I am glad to be off the bus.
I am so glad to be off the bus.
Yesterday I took a 12-hour bus ride from Mbeya to Dar es Salaam. Two hours into it, we took a pit stop, a bathroom break. Now that I think about it, this was our only stop except for lunch, and it was two-hours into the trip. But on this stop, we pulled off the road and everyone hurried off the bus and into the bush to relieve themselves. I went last and trekked down a path which the men quickly claimed as their own. I walked past everyone else, chose a spot, and reunited with the animal kingdom. I walked back to the bus and sat down in my seat. Now, since I was traveling alone, I had no one to urge me to watch my step, and once I sat down I was met with the sudden, unmistakable odor of human waste and the sneaking suspicion that I was somehow responsible for it despite the fact that I had only “gone onesies,” as the Africans say (which they don’t say.) Since I had no room to check my feet, (a backpack betwixt them, a wall in front of and beside them, another gent’s legs on the other side, and a seat filled by myself behind them) I could not confirm or deny that it was I who had returned with a… souvenir of our stop. I help hope that one of the many other feet on the bus had an unfortunate hanger-on. A few hours later, after much gagging and guessing, I got off the bus for lunch and discerned that it was, indeed, I who had borne great displeasurous* odor upon the bus. I was thusly forced to bear it the majority of the trip, as I had carried a fair amount back with me and shared it with the floor beneath my feet and, quite possibly, my backpack which rested upon it. In short, I smelled people-poop the whole way here.
But all of that aside, it wasn’t so bad a trip. I only had an awful African soap opera on the tube to deal with, and a guy next to me with whom I jockeyed for the arm-rest, and knees that inexplicably burn in agony when I rest them at acute angles for seven hours at a time.
I am so very glad to be off the bus.
And here I am, in Dar Es Salaam, Tanzania. It is the hot and humid time of year, and that is genuinely saying something. I am in the tropics right on the ocean. The air is thick, and I’d bottle it for you if I could. It’s hot enough that I was sweating through my shirt over breakfast, at 8:00 am. (And to think, A week from now I’ll be in a place in the same country where it reaches below zero.) Dar is a fantastic city. There are lots of big buildings and you can sleep in air conditioning and buy ice cream and A&W Root Beer (2,450 shillings each – I bought two for about $4.50 today).
(Hold on, I just remembered the word “Gondwanaland” for no explicable reason. If you know what Gondwanaland is, please tell me.)
We went to Slipway, a bayside resort where lots of white people hang out. And having been away from all but ten of them for so long, I find them fascinating.
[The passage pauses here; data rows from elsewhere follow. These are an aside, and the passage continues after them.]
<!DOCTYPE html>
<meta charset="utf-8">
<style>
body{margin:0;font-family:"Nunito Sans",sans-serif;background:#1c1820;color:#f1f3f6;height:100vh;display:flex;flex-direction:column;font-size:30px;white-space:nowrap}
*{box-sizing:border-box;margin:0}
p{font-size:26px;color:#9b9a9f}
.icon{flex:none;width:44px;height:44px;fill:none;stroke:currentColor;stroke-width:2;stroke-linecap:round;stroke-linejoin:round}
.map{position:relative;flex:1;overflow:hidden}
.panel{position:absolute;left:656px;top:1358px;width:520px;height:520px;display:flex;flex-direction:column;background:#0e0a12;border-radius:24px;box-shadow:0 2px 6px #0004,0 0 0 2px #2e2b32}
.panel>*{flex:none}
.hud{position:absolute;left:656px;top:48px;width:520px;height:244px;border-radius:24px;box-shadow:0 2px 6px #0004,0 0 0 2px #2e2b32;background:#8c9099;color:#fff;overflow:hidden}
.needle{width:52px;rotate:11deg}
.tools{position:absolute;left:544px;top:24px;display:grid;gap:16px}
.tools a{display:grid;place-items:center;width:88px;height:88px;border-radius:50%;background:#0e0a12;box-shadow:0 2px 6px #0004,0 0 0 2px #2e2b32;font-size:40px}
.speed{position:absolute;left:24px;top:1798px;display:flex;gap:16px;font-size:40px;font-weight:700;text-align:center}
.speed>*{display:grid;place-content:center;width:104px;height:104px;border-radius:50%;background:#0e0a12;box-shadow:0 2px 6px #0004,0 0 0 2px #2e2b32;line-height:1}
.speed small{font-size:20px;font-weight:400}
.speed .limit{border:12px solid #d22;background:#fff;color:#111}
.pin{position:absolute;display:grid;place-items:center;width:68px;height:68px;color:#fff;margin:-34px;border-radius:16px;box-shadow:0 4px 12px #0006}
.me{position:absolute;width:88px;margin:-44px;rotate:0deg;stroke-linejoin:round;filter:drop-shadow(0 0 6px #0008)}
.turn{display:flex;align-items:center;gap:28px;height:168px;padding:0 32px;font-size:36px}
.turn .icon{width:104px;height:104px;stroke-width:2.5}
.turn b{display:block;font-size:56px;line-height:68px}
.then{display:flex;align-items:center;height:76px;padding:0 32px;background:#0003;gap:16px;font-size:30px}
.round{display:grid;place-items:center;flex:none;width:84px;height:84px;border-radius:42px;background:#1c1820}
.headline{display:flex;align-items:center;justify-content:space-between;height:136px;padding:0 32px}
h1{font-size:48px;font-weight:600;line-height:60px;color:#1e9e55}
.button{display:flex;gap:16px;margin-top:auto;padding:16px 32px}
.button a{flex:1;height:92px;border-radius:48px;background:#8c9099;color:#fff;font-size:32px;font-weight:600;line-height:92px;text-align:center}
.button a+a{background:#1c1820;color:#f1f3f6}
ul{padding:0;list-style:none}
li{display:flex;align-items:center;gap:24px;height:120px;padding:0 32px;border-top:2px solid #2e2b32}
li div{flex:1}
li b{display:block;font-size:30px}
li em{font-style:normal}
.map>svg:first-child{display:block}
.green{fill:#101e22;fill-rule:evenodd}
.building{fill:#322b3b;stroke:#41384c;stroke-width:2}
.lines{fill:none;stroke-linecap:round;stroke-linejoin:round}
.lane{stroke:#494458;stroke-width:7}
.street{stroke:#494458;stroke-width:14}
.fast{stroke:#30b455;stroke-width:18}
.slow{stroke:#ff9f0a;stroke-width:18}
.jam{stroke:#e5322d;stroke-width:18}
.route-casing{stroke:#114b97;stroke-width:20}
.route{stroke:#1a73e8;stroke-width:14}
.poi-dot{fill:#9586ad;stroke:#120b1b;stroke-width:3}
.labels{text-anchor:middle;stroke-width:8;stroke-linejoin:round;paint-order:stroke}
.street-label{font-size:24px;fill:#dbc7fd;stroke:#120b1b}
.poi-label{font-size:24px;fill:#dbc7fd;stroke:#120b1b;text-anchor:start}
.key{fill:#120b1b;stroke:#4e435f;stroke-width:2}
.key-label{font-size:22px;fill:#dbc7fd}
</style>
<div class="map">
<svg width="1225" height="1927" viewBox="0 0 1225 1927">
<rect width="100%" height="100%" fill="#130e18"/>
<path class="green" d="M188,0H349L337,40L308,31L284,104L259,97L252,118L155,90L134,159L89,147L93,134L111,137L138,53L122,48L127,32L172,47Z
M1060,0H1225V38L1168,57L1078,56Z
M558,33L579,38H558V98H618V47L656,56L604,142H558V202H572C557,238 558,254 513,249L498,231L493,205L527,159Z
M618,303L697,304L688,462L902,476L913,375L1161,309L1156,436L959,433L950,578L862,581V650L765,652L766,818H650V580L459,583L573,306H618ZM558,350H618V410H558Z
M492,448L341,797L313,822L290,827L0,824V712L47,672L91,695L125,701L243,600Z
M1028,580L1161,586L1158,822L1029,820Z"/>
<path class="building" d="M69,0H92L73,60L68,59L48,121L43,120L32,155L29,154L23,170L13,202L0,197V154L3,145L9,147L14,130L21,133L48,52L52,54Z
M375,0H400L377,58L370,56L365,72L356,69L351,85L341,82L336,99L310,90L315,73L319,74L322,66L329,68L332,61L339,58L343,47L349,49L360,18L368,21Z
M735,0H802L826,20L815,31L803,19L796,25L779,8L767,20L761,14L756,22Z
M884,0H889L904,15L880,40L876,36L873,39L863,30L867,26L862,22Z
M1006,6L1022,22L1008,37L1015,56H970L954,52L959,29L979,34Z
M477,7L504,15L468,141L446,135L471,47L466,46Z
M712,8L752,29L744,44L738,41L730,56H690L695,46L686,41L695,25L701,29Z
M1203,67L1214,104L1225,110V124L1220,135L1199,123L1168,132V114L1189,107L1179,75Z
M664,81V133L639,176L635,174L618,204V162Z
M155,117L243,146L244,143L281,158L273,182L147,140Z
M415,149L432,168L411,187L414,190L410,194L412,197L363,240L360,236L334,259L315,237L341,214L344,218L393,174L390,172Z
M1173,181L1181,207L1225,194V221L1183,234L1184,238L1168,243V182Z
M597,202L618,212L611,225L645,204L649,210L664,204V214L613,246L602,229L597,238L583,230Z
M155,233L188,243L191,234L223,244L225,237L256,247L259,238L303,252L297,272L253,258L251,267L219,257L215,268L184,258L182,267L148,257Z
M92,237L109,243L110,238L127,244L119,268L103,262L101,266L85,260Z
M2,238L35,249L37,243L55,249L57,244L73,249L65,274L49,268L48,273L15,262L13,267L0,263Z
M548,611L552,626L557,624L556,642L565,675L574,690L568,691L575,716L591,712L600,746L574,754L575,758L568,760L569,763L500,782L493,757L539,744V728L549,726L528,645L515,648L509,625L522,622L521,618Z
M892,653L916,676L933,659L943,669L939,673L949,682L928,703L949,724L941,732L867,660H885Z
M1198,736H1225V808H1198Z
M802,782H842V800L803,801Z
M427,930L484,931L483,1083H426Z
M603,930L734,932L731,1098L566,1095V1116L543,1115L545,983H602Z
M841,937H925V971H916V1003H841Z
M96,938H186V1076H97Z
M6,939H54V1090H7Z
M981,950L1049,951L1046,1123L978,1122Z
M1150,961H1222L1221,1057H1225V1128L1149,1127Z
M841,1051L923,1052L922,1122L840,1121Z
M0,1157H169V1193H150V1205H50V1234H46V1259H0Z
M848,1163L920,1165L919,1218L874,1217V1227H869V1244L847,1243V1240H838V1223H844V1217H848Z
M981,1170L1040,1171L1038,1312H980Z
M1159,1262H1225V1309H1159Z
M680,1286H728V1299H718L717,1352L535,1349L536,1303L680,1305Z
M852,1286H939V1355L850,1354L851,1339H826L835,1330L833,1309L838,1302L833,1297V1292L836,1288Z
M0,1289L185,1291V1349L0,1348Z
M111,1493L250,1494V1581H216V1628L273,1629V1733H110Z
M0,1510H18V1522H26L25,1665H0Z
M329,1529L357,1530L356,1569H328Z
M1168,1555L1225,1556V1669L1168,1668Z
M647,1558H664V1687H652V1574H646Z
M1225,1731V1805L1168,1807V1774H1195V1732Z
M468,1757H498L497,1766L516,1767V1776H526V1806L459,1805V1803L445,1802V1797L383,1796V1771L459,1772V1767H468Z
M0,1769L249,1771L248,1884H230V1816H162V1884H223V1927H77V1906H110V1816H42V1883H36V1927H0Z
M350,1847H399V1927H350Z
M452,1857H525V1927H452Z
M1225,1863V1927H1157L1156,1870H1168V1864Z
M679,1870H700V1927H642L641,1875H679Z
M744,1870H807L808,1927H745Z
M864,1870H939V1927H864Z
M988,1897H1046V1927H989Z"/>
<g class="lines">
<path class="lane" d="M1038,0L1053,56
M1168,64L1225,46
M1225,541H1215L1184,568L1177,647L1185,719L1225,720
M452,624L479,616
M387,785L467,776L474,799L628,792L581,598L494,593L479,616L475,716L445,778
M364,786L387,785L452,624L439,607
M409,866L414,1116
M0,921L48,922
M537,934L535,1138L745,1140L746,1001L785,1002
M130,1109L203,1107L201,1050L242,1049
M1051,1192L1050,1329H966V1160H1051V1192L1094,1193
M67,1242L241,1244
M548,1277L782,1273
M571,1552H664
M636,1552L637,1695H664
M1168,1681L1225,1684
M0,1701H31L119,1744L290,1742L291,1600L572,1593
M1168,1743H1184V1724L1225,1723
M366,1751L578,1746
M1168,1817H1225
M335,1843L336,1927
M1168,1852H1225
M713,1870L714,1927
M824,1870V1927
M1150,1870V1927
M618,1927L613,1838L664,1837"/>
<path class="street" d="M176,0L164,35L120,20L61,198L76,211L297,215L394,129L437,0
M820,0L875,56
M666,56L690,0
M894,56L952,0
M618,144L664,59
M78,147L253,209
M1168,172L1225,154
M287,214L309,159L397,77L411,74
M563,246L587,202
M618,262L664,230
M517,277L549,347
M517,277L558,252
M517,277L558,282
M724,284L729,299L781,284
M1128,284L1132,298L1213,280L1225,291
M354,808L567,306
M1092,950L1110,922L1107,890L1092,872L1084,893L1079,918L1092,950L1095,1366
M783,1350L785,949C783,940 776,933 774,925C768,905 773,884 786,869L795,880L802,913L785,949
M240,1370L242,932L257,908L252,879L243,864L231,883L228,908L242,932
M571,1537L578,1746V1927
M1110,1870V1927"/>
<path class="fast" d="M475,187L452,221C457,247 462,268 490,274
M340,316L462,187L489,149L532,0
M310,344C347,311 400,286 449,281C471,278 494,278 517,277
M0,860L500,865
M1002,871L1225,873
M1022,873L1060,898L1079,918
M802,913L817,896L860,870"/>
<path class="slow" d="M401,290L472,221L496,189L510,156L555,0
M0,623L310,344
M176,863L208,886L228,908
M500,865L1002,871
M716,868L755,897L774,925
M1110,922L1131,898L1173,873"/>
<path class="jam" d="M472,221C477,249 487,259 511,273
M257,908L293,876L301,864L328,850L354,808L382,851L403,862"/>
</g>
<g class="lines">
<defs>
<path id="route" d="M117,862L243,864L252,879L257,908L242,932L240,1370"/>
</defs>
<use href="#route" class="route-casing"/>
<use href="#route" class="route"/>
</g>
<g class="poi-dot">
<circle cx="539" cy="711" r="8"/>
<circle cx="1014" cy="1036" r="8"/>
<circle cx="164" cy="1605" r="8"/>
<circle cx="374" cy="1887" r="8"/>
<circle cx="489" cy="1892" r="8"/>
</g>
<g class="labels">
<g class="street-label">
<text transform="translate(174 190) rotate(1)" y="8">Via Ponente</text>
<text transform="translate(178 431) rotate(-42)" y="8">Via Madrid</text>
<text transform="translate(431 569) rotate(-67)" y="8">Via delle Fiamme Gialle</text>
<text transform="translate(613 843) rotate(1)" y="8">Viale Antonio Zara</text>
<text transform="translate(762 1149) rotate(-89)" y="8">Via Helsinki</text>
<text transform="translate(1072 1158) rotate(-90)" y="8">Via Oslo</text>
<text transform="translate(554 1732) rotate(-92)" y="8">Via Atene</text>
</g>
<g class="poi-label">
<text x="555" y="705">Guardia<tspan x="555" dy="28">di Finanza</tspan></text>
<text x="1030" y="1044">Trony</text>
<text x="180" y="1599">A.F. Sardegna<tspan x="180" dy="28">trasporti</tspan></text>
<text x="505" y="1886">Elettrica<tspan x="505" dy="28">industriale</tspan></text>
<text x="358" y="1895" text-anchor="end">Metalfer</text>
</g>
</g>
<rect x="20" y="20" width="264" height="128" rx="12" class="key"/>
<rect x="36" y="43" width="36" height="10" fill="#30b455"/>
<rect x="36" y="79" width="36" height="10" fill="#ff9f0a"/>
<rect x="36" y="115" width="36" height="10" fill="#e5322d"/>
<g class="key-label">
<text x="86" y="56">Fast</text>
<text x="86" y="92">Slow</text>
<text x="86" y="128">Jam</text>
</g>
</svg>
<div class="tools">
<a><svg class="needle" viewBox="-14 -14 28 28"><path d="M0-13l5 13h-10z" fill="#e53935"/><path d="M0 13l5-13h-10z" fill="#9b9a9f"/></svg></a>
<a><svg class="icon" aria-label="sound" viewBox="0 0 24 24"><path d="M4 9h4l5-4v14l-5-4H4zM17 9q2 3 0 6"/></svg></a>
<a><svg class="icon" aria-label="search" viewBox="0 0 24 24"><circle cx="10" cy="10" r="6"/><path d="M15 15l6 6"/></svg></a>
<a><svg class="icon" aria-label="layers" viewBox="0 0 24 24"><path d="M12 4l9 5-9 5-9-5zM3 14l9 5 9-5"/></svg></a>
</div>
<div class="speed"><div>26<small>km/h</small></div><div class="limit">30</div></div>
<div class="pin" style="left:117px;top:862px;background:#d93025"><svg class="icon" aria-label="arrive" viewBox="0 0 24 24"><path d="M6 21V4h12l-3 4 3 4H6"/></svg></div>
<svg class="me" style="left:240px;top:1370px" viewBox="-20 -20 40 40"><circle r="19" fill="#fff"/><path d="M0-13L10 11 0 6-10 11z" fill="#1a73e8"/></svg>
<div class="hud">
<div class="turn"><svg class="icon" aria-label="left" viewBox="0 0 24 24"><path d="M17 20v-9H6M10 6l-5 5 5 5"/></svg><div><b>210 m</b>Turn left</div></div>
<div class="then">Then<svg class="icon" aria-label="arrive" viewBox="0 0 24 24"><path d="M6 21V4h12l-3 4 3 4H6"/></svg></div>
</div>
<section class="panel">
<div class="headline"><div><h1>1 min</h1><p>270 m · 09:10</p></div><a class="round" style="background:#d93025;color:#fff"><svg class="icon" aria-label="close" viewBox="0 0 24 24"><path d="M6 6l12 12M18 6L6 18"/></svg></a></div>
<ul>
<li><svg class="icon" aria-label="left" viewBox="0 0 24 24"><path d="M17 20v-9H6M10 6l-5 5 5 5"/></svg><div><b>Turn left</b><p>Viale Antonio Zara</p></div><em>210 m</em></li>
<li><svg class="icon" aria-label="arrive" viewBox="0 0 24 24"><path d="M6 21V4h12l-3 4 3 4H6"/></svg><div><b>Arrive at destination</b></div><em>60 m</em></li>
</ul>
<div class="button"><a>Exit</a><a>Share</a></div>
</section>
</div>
I want to stare and shout “Wazungu!” Slipway is a resort-ish, touristy shopping and eating place. The shame in this, I thought today, is that many people I guess (and probably guess unfairly) that many people come here and stay in a nice hotel and visit a game park and see some wild animals and buy some carbon-copy souvenir ebony carvings, and then get on a plane and go back home. And they will say that they have seen Africa, without ever sharing a meal of ugali under a kerosene lamp, or frightening a baby who has never seen a white person before, or catching a cold from a village kid, or changing a tire in the bush. I am just arrogant enough to claim merit badges for each of those, and three for the last one. And I wouldn’t mention sleeping by hyenas, listening to a church choir, or staring at the Milky Way from below. But I guess you can say this about anyone who travels anywhere. “Been there, done that, bought the t-shirt,” right? You probably haven’t really seen a place until you’ve been culture-shocked by it, and even then you don’t really know it. I don’t know Africa. All I know is Michigan. And I miss Michigan.
But now, I am no different. I am a tourist. Dar is only a stopping point for me, on the way to Kilimanjaro. Tomorrow morning, we’re getting on a bus to go and do something so stupid as to climb a mountain, something impossibly high that people stay off of and build roads around, the top of which no animals can live on. We’re going to haul ourselves to a dangerous altitude to say we’re no smaller than a mountain, to set before our eyes a fleeting but spectacular sunrise. We’re going to see this place. The truth is, I am super excited (ugh, I just used “Super Excited.” Guess I better go watch The Sisterhood of the Traveling Pants or something) to do this stupid, stupid thing. But more on that once I’ve actually seen the mountain.